Finding the source of duplicate content URL's

DocdataCommerce

We have a website that displays a number of products. The product has variations (sizes) and unfortunately every size has its own URL (for now anyway). Needless to say, this causes duplicate content issues. (And of course, we are looking to change the URL's for our site as soon as possible)

However, even though these duplicate URL's exist, you should not be able to land on them by navigating through the site. In theory, the site should always display the link to the smallest size.

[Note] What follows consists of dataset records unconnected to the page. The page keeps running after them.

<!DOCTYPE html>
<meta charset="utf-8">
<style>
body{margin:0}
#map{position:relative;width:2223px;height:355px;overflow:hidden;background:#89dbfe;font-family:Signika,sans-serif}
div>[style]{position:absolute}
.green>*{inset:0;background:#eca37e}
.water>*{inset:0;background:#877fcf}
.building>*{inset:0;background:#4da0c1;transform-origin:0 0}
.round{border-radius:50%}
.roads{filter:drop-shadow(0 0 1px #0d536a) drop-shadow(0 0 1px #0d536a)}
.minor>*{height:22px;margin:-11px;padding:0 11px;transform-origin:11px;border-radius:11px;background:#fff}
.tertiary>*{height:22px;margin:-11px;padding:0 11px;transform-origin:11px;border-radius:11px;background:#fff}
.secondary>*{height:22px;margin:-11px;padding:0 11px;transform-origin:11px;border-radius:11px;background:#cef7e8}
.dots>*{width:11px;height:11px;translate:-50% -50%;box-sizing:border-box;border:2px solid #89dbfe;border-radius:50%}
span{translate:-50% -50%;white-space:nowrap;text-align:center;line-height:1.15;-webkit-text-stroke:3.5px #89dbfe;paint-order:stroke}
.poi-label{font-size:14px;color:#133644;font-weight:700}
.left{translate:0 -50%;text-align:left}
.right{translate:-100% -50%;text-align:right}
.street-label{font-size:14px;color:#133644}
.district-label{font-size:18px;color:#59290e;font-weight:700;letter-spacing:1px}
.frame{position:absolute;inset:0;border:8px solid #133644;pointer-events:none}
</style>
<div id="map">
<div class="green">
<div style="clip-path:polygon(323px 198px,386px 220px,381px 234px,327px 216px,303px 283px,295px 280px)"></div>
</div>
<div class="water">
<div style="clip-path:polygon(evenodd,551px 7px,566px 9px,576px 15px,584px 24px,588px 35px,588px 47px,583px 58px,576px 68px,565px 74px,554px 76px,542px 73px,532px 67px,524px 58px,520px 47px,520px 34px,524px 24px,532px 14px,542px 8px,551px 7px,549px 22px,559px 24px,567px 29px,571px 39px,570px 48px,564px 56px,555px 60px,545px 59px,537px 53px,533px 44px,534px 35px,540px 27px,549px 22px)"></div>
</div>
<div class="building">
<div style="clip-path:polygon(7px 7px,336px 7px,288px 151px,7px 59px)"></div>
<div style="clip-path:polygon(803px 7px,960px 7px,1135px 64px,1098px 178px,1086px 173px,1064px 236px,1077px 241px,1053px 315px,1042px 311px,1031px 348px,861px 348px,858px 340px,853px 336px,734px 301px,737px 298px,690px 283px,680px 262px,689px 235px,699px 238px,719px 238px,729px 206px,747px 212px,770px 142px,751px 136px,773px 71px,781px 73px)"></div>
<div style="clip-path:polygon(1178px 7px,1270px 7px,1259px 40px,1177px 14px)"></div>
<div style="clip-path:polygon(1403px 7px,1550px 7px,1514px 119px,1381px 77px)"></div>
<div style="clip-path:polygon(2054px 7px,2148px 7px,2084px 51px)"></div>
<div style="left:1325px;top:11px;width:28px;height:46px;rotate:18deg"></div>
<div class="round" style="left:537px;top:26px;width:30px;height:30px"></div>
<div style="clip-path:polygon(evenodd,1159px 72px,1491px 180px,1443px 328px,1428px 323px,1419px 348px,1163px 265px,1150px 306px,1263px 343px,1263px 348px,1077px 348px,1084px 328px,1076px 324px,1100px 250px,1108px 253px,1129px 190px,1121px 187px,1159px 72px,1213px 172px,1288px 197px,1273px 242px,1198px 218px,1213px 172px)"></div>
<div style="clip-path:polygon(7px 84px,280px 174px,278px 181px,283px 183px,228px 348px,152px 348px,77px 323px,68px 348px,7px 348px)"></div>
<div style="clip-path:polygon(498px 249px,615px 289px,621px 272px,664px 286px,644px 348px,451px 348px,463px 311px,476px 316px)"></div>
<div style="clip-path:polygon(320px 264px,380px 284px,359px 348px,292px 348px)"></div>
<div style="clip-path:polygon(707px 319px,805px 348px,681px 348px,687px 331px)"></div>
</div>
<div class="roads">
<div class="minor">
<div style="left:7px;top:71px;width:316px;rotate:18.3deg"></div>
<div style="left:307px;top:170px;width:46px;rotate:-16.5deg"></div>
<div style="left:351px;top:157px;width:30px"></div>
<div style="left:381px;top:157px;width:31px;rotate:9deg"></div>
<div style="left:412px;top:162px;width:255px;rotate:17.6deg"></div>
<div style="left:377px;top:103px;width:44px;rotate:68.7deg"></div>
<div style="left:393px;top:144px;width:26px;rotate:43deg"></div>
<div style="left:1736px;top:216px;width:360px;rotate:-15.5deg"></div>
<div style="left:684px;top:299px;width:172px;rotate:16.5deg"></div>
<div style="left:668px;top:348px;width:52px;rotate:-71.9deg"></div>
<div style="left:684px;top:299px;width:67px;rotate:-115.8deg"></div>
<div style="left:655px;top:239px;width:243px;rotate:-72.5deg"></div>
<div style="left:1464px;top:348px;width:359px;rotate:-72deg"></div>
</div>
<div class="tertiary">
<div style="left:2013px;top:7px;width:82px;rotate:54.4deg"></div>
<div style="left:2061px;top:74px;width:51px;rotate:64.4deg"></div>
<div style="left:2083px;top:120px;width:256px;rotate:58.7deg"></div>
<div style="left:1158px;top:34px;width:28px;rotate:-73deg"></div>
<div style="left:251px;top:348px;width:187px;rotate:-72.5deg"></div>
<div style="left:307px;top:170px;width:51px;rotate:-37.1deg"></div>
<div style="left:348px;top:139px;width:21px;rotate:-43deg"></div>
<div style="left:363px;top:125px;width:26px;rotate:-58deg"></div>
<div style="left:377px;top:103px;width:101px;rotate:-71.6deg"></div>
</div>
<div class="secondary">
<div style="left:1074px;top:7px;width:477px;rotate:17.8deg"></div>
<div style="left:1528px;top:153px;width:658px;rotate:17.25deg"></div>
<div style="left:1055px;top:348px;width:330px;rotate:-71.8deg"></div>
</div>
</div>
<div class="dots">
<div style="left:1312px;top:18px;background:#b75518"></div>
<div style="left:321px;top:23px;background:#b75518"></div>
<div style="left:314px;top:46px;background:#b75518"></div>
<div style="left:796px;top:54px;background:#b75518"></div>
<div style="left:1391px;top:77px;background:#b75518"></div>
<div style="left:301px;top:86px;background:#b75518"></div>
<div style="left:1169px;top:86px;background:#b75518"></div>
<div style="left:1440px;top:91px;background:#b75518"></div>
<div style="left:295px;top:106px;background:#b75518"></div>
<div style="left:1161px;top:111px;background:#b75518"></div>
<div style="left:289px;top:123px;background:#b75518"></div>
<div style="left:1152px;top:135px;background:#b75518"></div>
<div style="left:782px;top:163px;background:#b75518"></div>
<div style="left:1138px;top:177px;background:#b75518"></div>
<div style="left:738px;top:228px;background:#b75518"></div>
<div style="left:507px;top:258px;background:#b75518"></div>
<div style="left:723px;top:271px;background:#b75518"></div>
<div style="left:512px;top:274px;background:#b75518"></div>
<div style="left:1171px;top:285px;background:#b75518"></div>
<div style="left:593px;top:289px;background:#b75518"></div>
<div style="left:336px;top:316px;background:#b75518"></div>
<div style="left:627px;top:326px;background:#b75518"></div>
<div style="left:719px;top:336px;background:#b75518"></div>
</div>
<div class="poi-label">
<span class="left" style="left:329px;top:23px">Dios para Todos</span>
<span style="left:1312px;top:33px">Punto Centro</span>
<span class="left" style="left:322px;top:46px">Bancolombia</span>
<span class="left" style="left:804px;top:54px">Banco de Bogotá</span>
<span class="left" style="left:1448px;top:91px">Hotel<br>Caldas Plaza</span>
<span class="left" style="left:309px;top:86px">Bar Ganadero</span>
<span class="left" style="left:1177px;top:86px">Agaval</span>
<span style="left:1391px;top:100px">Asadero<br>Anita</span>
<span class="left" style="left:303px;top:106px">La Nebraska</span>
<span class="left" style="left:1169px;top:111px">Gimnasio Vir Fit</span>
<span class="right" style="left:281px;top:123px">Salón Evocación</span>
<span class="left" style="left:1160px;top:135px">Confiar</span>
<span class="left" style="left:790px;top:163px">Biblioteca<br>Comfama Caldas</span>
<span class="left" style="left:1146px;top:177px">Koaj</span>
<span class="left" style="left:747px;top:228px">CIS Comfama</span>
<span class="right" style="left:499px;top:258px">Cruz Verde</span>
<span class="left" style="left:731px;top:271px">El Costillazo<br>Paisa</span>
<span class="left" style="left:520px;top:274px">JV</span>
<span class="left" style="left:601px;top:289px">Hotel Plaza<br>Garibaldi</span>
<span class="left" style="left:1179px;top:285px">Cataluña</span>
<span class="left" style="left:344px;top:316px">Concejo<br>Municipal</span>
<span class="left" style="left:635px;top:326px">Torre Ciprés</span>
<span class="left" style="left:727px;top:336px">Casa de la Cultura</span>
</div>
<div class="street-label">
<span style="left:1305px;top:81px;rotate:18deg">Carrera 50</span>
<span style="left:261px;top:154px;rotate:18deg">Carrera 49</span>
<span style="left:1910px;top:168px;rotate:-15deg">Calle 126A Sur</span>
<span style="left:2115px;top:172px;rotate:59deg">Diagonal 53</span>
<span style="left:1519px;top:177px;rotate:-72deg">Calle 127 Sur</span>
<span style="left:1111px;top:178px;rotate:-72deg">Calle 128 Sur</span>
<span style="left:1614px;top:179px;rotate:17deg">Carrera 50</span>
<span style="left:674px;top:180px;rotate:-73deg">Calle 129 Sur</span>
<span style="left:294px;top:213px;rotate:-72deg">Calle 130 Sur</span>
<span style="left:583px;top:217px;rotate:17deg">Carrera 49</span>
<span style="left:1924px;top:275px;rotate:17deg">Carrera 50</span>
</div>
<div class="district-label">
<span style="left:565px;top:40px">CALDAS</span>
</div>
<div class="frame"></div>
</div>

It seems that there is a flaw in our system somewhere, as these links are now found in our campaign here on SEOmoz.

My question: is there any way to find the crawl path that lead to the URL's that shouldn't have been found, so we can locate the problem?

Mark_Ginsberg

Using the Screaming Frog SEO Spider (free version to download will crawl 500 URLs, paid version [99 GBP for a yearly license] will crawl as much as you want), you can see all of the inlinks to a particular page. So run a crawl of the site, you should find those pages with Screaming Frog, and then you can view the inlinks to those pages. Visit the inlinks, and check the code for the links to the page you're looking for - this will quickly show you where the links are to the pages you're trying to hide.

Also, have you checked the sitemap - the CMS might create links to these pages in the sitemap.

good luck and let me know if you need any more help with this.

Mark

Welcome to the Q&A Forum

Browse the forum for helpful insights and fresh discussions about all things SEO.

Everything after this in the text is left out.